The built environment and the landscape professions have a unique opportunity to work together for a sustainable future for our urban centres. With carbon still on the up, energy use and population continuing to grow we must take real and strategic action to counter the growing imbalance between consumption (what we want) and reduction (what we need). Trees are amazing and have a very important role to play in our attempts to stabilize the environment. 

Trees in Hard Landscapes: A Guide for Delivery was produced by TDAG in partnership with the Institution of Civil Engineers (ICE), the Chartered Institution of Highways and Transportation (CIHT), the Chartered Institution of Building Services Engineers (CIBSE) and the Institute of Chartered Foresters (ICF) in recognition of the need for cross-disciplinary working. Indeed this guide is for all who work in the built environment – engineers, architects, landscape architects, urban designers, quantity surveyors and tree specialists - and it focuses on four areas for delivery: collaborative working, above-ground design issues, technical solutions particularly integrating trees below ground and how to approach selecting the right tree species for the right place. It offers 32 case studies and highlights the advantages of innovation. It demonstrates innovative funding methods and emphasises the importance of enhancing returns on investment by achieving multiple benefits. For example, in the case of new trees, these can be planted in a rooting environment that also helps to manage surface water runoff; combines with the installation of a cycle route which will benefit from the shade the trees will provide over time. The opportunities are there if everyone involved has the mind-set to take them. 

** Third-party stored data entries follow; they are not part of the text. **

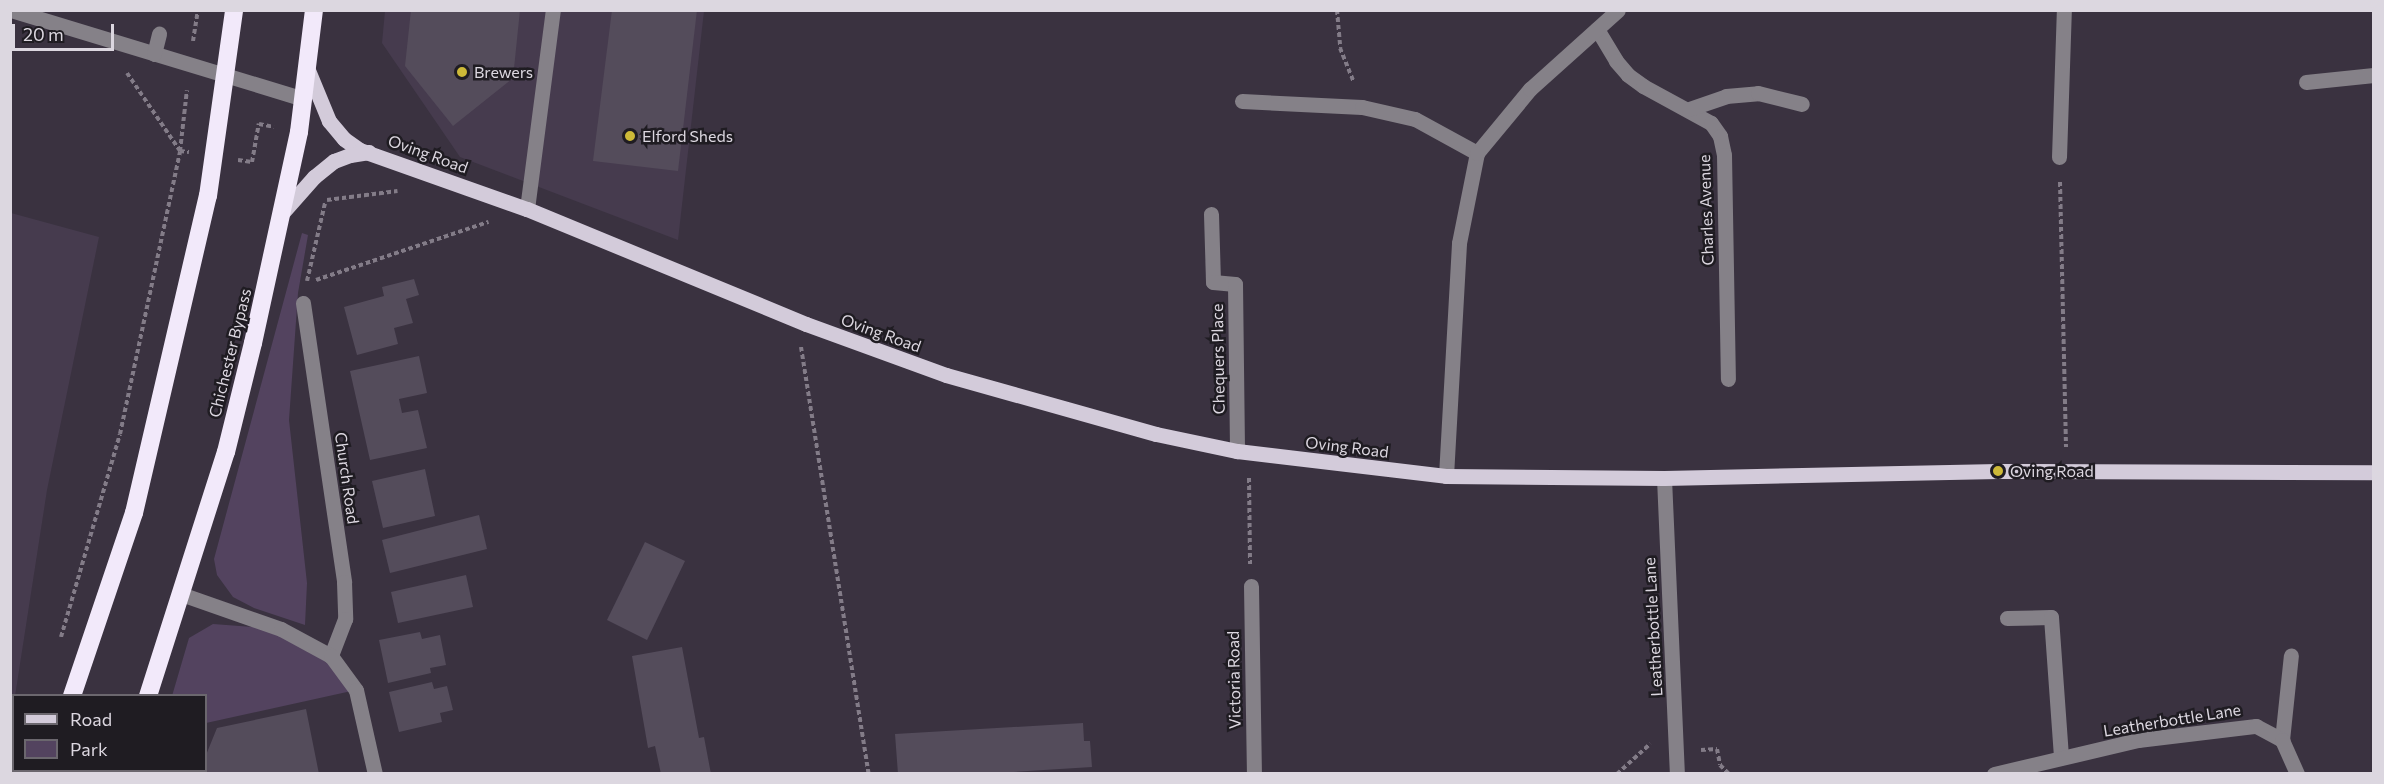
<!DOCTYPE html>
<style>
body{margin:0}
#map{position:relative;width:2384px;height:784px;overflow:hidden;background:#3a3240;font-family:Commissioner,sans-serif}
div>[style]{position:absolute}
[style*='--x']{left:calc(var(--x)*1px);top:calc(var(--y)*1px);width:calc(var(--w)*1px);rotate:calc(var(--a)*1deg)}
.built>*{inset:0;background:#463b4e}
.green>*{inset:0;background:#53435f}
.building>*{inset:0;background:#544c5b}
.path>*{height:4px;margin-top:-2px;transform-origin:0;background:repeating-linear-gradient(90deg,#837c88 0 4.5px,transparent 0 7.5px)}
.minor>*{height:15px;margin:-7.5px;padding:0 7.5px;transform-origin:7.5px;border-radius:7.5px;background:#858188}
.major>*{height:15px;margin:-7.5px;padding:0 7.5px;transform-origin:7.5px;border-radius:7.5px;background:#d3cbda}
.highway>*{height:18px;margin:-9px;padding:0 9px;transform-origin:9px;border-radius:9px;background:#f2e9fa}
.dots>*{width:16px;height:16px;translate:-50% -50%;box-sizing:border-box;border:3px solid #1f1c22;border-radius:50%}
span{translate:-50% -50%;white-space:nowrap;text-align:center;line-height:1.15;-webkit-text-stroke:5px #1f1c22;paint-order:stroke}
.poi-label{font-size:16px;color:#dcd7e0}
.left{translate:0 -50%;text-align:left}
.street-label{font-size:16px;color:#dcd7e0}
.frame{position:absolute;inset:0;border:12px solid #dcd7e0;pointer-events:none}
.legend{position:absolute;left:12px;top:694px;width:195px;height:78px;box-sizing:border-box;background:#1f1c22;border:2px solid #6b676e;margin:0;padding:8px 10px;list-style:none;font-size:18px;color:#dcd7e0}
.legend li{display:flex;align-items:center;gap:12px;height:30px}
.legend b{width:30px;border:2px solid #6b676e}
.scale{position:absolute;left:12px;top:24px;width:102px;height:27px;box-sizing:border-box;border:3px solid #dcd7e0;border-top:0;padding-left:8px;font-size:18px;line-height:21px;white-space:nowrap;color:#dcd7e0;-webkit-text-stroke:4px #1f1c22;paint-order:stroke}
</style>
<div id="map">
<div class="built">
<i style="clip-path:polygon(385px 11px,704px 11px,678px 240px,460px 157px,382px 43px)"></i>
<i style="clip-path:polygon(11px 213px,99px 237px,47px 490px,11px 722px)"></i>
</div>
<div class="green">
<i style="clip-path:polygon(302px 233px,308px 235px,298px 293px,289px 420px,307px 583px,305px 625px,254px 608px,233px 597px,217px 575px,214px 559px)"></i>
<i style="clip-path:polygon(213px 624px,281px 629px,331px 656px,356px 690px,206px 723px,206px 696px,172px 696px,189px 638px)"></i>
</div>
<div class="building">
<i style="clip-path:polygon(411px 10px,520px 10px,513px 78px,453px 126px,405px 66px)"></i>
<i style="clip-path:polygon(612px 10px,697px 10px,678px 171px,593px 161px)"></i>
<i style="clip-path:polygon(414px 279px,419px 295px,406px 299px,413px 323px,394px 328px,398px 344px,357px 355px,344px 307px,384px 296px,382px 287px)"></i>
<i style="clip-path:polygon(419px 356px,427px 393px,399px 399px,402px 413px,418px 410px,427px 448px,370px 460px,350px 371px)"></i>
<i style="clip-path:polygon(425px 469px,435px 516px,383px 528px,372px 481px)"></i>
<i style="clip-path:polygon(479px 515px,487px 549px,390px 573px,382px 540px)"></i>
<i style="clip-path:polygon(645px 542px,685px 561px,647px 640px,607px 620px)"></i>
<i style="clip-path:polygon(466px 575px,473px 607px,398px 623px,391px 592px)"></i>
<i style="clip-path:polygon(420px 632px,422px 639px,440px 635px,446px 665px,430px 668px,431px 673px,388px 683px,379px 640px)"></i>
<i style="clip-path:polygon(682px 647px,699px 738px,704px 737px,711px 774px,661px 774px,655px 746px,648px 748px,632px 656px)"></i>
<i style="clip-path:polygon(432px 682px,434px 689px,447px 686px,453px 710px,440px 713px,442px 722px,399px 732px,389px 692px)"></i>
<i style="clip-path:polygon(306px 709px,319px 774px,198px 774px,199px 770px,206px 770px,206px 755px,217px 728px)"></i>
<i style="clip-path:polygon(1083px 723px,1084px 741px,1090px 741px,1092px 767px,980px 774px,898px 774px,895px 734px)"></i>
</div>
<div class="path">
<i style="--x:1337;--y:10;--w:38;--a:85"></i>
<i style="--x:1340;--y:48;--w:35;--a:68"></i>
<i style="--x:193;--y:41;--w:31;--a:-81"></i>
<i style="--x:127;--y:73;--w:94;--a:55.8"></i>
<i style="--x:180;--y:151;--w:9;--a:6"></i>
<i style="--x:238;--y:160;--w:14;--a:8"></i>
<i style="--x:252;--y:162;--w:39;--a:-80"></i>
<i style="--x:259;--y:124;--w:15;--a:11"></i>
<i style="--x:2060;--y:182;--w:265;--a:88.7"></i>
<i style="--x:327;--y:200;--w:71;--a:-7.3"></i>
<i style="--x:316;--y:280;--w:182;--a:-18.6"></i>
<i style="--x:307;--y:281;--w:80;--a:-77"></i>
<i style="--x:801;--y:347;--w:432;--a:81"></i>
<i style="--x:1249;--y:478;--w:86;--a:89.3"></i>
<i style="--x:61;--y:637;--w:211;--a:-73.8"></i>
<i style="--x:120;--y:434;--w:289;--a:-78"></i>
<i style="--x:180;--y:151;--w:61;--a:-83.5"></i>
<i style="--x:1701;--y:750;--w:16;--a:-4"></i>
<i style="--x:1717;--y:749;--w:16;--a:79"></i>
<i style="--x:1720;--y:765;--w:13;--a:45"></i>
<i style="--x:1617;--y:774;--w:45;--a:-42.3"></i>
</div>
<div class="minor">
<i style="--x:11;--y:10;--w:306;--a:16.9"></i>
<i style="--x:1597;--y:29;--w:37;--a:59"></i>
<i style="--x:1616;--y:61;--w:18;--a:49"></i>
<i style="--x:1628;--y:75;--w:19;--a:36"></i>
<i style="--x:1643;--y:86;--w:77;--a:28.6"></i>
<i style="--x:1711;--y:123;--w:16;--a:55"></i>
<i style="--x:1720;--y:136;--w:19;--a:78"></i>
<i style="--x:1724;--y:155;--w:224;--a:89"></i>
<i style="--x:154;--y:54;--w:21;--a:-76"></i>
<i style="--x:2306;--y:82;--w:68;--a:-5.9"></i>
<i style="--x:1242;--y:101;--w:120;--a:2.9"></i>
<i style="--x:1362;--y:107;--w:54;--a:12.8"></i>
<i style="--x:1415;--y:119;--w:71;--a:28.7"></i>
<i style="--x:1689;--y:109;--w:39;--a:-19"></i>
<i style="--x:1726;--y:96;--w:32;--a:-5"></i>
<i style="--x:1758;--y:93;--w:45;--a:14"></i>
<i style="--x:2059;--y:157;--w:147;--a:-88.1"></i>
<i style="--x:527;--y:209;--w:201;--a:-82.6"></i>
<i style="--x:1211;--y:214;--w:68;--a:88.3"></i>
<i style="--x:1213;--y:282;--w:22;--a:5"></i>
<i style="--x:1235;--y:284;--w:167;--a:89.3"></i>
<i style="--x:303;--y:303;--w:282;--a:81.6"></i>
<i style="--x:344;--y:582;--w:37;--a:88"></i>
<i style="--x:345;--y:619;--w:40;--a:111"></i>
<i style="--x:1446;--y:476;--w:233;--a:-86.8"></i>
<i style="--x:1459;--y:243;--w:92;--a:-78.7"></i>
<i style="--x:1477;--y:153;--w:83;--a:-50.4"></i>
<i style="--x:1530;--y:89;--w:118;--a:-41.9"></i>
<i style="--x:1664;--y:478;--w:296;--a:87.5"></i>
<i style="--x:1251;--y:586;--w:188;--a:89.1"></i>
<i style="--x:181;--y:594;--w:106;--a:19.3"></i>
<i style="--x:281;--y:629;--w:57;--a:28.4"></i>
<i style="--x:331;--y:656;--w:42;--a:53.7"></i>
<i style="--x:356;--y:690;--w:86;--a:77.3"></i>
<i style="--x:2007;--y:618;--w:44;--a:-1.3"></i>
<i style="--x:2051;--y:617;--w:141;--a:85.9"></i>
<i style="--x:2282;--y:740;--w:85;--a:-84"></i>
<i style="--x:1994;--y:774;--w:148;--a:-13.3"></i>
<i style="--x:2138;--y:740;--w:119;--a:-6.8"></i>
<i style="--x:2256;--y:726;--w:30;--a:28"></i>
<i style="--x:2282;--y:740;--w:37;--a:66"></i>
</div>
<div class="major">
<i style="--x:308;--y:70;--w:55;--a:67.6"></i>
<i style="--x:329;--y:121;--w:23;--a:50"></i>
<i style="--x:344;--y:139;--w:19;--a:35"></i>
<i style="--x:360;--y:150;--w:177;--a:19.5"></i>
<i style="--x:527;--y:209;--w:302;--a:22.4"></i>
<i style="--x:806;--y:324;--w:149;--a:20"></i>
<i style="--x:946;--y:375;--w:218;--a:15.7"></i>
<i style="--x:1156;--y:434;--w:83;--a:11.9"></i>
<i style="--x:1237;--y:451;--w:210;--a:6.8"></i>
<i style="--x:1446;--y:476;--w:218;--a:0.5"></i>
<i style="--x:1664;--y:478;--w:334;--a:-1.2"></i>
<i style="--x:1998;--y:471;--w:376;--a:0.2"></i>
<i style="--x:283;--y:212;--w:47;--a:-48.5"></i>
<i style="--x:314;--y:177;--w:26;--a:-39"></i>
<i style="--x:334;--y:161;--w:17;--a:-21"></i>
<i style="--x:350;--y:155;--w:19;--a:-9"></i>
</div>
<div class="highway">
<i style="--x:72;--y:696;--w:193;--a:-71.3"></i>
<i style="--x:134;--y:513;--w:326;--a:-76.9"></i>
<i style="--x:208;--y:196;--w:188;--a:-82"></i>
<i style="--x:148;--y:696;--w:256;--a:-72.3"></i>
<i style="--x:226;--y:452;--w:112;--a:-76.1"></i>
<i style="--x:253;--y:343;--w:216;--a:-77.7"></i>
<i style="--x:299;--y:132;--w:123;--a:-83"></i>
<i style="--x:46;--y:774;--w:4;--a:-76"></i>
<i style="--x:119;--y:774;--w:4;--a:-76"></i>
</div>
<div class="dots">
<i style="left:462px;top:72px;background:#cdb938"></i>
<i style="left:630px;top:136px;background:#cdb938"></i>
<i style="left:1998px;top:471px;background:#cdb938"></i>
</div>
<div class="poi-label">
<span class="left" style="left:474px;top:72px">Brewers</span>
<span class="left" style="left:642px;top:136px">Elford Sheds</span>
<span class="left" style="left:2010px;top:471px">Oving Road</span>
</div>
<div class="street-label">
<span style="left:428px;top:154px;rotate:20deg">Oving Road</span>
<span style="left:1706px;top:210px;rotate:-92deg">Charles Avenue</span>
<span style="left:881px;top:333px;rotate:20deg">Oving Road</span>
<span style="left:230px;top:353px;rotate:-76deg">Chichester Bypass</span>
<span style="left:1218px;top:359px;rotate:-91deg">Chequers Place</span>
<span style="left:1347px;top:447px;rotate:7deg">Oving Road</span>
<span style="left:347px;top:478px;rotate:82deg">Church Road</span>
<span style="left:1653px;top:627px;rotate:-93deg">Leatherbottle Lane</span>
<span style="left:1234px;top:680px;rotate:-91deg">Victoria Road</span>
<span style="left:2172px;top:720px;rotate:-9deg">Leatherbottle Lane</span>
</div>
<div class="frame"></div>
<ul class="legend">
<li><b style="height:8px;background:#d3cbda"></b>Road</li>
<li><b style="height:16px;background:#53435f"></b>Park</li>
</ul>
<div class="scale">20 m</div>
</div>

The central challenge for us all is to achieve a sustainable future and this means that we need all our practical and available methods to minimise and adapt to the significant impacts of climate change.

Contributor: Sue James trained at the Architectural Association and worked in private practice in West Wales focusing on sustainable buildings in context. In parallel she has been a consultant for the landscape practice Lovejoy (now Capita Lovejoy) where she and Martin Kelly formed the Trees and Design Action Group in 2007.  She has also advised Ecobuild on the conference and seminar programme for many years. The focus of her present work is on the collation and dissemination of research and information. She is a member of The Edge.